### YOUR OBJECTIVE
Line by line, transcribe the listing below without omission.

### SOURCE DATA
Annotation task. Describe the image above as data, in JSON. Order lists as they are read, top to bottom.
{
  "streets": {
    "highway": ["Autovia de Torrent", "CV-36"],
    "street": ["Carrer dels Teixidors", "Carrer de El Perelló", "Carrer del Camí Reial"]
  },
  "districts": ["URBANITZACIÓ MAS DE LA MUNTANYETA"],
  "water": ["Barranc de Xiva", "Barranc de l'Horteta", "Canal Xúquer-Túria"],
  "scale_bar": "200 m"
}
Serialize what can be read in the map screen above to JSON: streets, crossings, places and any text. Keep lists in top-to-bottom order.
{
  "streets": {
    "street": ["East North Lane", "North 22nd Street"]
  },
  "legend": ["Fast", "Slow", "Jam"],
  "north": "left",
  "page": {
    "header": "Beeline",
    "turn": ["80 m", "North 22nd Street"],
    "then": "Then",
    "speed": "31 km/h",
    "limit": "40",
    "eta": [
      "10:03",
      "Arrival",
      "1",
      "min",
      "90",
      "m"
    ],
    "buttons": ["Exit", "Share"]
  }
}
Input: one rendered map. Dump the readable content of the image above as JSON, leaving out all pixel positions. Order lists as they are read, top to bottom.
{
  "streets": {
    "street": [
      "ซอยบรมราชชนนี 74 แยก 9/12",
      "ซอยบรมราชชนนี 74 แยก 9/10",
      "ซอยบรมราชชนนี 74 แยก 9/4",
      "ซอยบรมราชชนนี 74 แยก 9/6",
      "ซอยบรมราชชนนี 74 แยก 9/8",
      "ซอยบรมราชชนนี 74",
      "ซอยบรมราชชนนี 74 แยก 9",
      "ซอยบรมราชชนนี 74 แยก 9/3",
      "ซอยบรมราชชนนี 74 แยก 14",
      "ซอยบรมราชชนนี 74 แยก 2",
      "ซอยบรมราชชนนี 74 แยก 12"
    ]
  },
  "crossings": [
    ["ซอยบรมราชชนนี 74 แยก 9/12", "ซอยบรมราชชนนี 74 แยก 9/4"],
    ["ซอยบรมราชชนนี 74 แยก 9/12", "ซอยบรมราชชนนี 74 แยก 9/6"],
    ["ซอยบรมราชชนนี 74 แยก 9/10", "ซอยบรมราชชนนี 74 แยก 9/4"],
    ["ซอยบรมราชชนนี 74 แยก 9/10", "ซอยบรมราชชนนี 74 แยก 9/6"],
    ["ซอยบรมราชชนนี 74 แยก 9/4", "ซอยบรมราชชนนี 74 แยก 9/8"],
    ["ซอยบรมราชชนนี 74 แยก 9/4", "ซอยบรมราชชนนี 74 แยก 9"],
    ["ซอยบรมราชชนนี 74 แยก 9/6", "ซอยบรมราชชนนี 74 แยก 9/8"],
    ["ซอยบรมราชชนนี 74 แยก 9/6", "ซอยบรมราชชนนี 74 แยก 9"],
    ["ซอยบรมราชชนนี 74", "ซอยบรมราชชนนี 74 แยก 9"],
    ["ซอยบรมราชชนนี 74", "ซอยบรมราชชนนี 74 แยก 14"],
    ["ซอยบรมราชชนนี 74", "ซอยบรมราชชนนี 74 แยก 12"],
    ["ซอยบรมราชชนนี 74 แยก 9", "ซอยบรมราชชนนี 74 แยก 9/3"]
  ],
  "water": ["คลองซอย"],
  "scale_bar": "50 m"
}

### SOLVED PROBLEM
Annotation task. Describe the image above as data, in JSON. Order lists as they are read, top to bottom.
{
  "streets": {
    "highway": ["Autovia de Torrent", "CV-36"],
    "street": ["Carrer dels Teixidors", "Carrer de El Perelló", "Carrer del Camí Reial"]
  },
  "districts": ["URBANITZACIÓ MAS DE LA MUNTANYETA"],
  "water": ["Barranc de Xiva", "Barranc de l'Horteta", "Canal Xúquer-Túria"],
  "scale_bar": "200 m"
}
Serialize what can be read in the map screen above to JSON: streets, crossings, places and any text. Keep lists in top-to-bottom order.
{
  "streets": {
    "street": ["East North Lane", "North 22nd Street"]
  },
  "legend": ["Fast", "Slow", "Jam"],
  "north": "left",
  "page": {
    "header": "Beeline",
    "turn": ["80 m", "North 22nd Street"],
    "then": "Then",
    "speed": "31 km/h",
    "limit": "40",
    "eta": [
      "10:03",
      "Arrival",
      "1",
      "min",
      "90",
      "m"
    ],
    "buttons": ["Exit", "Share"]
  }
}
Input: one rendered map. Dump the readable content of the image above as JSON, leaving out all pixel positions. Order lists as they are read, top to bottom.
{
  "streets": {
    "street": [
      "ซอยบรมราชชนนี 74 แยก 9/12",
      "ซอยบรมราชชนนี 74 แยก 9/10",
      "ซอยบรมราชชนนี 74 แยก 9/4",
      "ซอยบรมราชชนนี 74 แยก 9/6",
      "ซอยบรมราชชนนี 74 แยก 9/8",
      "ซอยบรมราชชนนี 74",
      "ซอยบรมราชชนนี 74 แยก 9",
      "ซอยบรมราชชนนี 74 แยก 9/3",
      "ซอยบรมราชชนนี 74 แยก 14",
      "ซอยบรมราชชนนี 74 แยก 2",
      "ซอยบรมราชชนนี 74 แยก 12"
    ]
  },
  "crossings": [
    ["ซอยบรมราชชนนี 74 แยก 9/12", "ซอยบรมราชชนนี 74 แยก 9/4"],
    ["ซอยบรมราชชนนี 74 แยก 9/12", "ซอยบรมราชชนนี 74 แยก 9/6"],
    ["ซอยบรมราชชนนี 74 แยก 9/10", "ซอยบรมราชชนนี 74 แยก 9/4"],
    ["ซอยบรมราชชนนี 74 แยก 9/10", "ซอยบรมราชชนนี 74 แยก 9/6"],
    ["ซอยบรมราชชนนี 74 แยก 9/4", "ซอยบรมราชชนนี 74 แยก 9/8"],
    ["ซอยบรมราชชนนี 74 แยก 9/4", "ซอยบรมราชชนนี 74 แยก 9"],
    ["ซอยบรมราชชนนี 74 แยก 9/6", "ซอยบรมราชชนนี 74 แยก 9/8"],
    ["ซอยบรมราชชนนี 74 แยก 9/6", "ซอยบรมราชชนนี 74 แยก 9"],
    ["ซอยบรมราชชนนี 74", "ซอยบรมราชชนนี 74 แยก 9"],
    ["ซอยบรมราชชนนี 74", "ซอยบรมราชชนนี 74 แยก 14"],
    ["ซอยบรมราชชนนี 74", "ซอยบรมราชชนนี 74 แยก 12"],
    ["ซอยบรมราชชนนี 74 แยก 9", "ซอยบรมราชชนนี 74 แยก 9/3"]
  ],
  "water": ["คลองซอย"],
  "scale_bar": "50 m"
}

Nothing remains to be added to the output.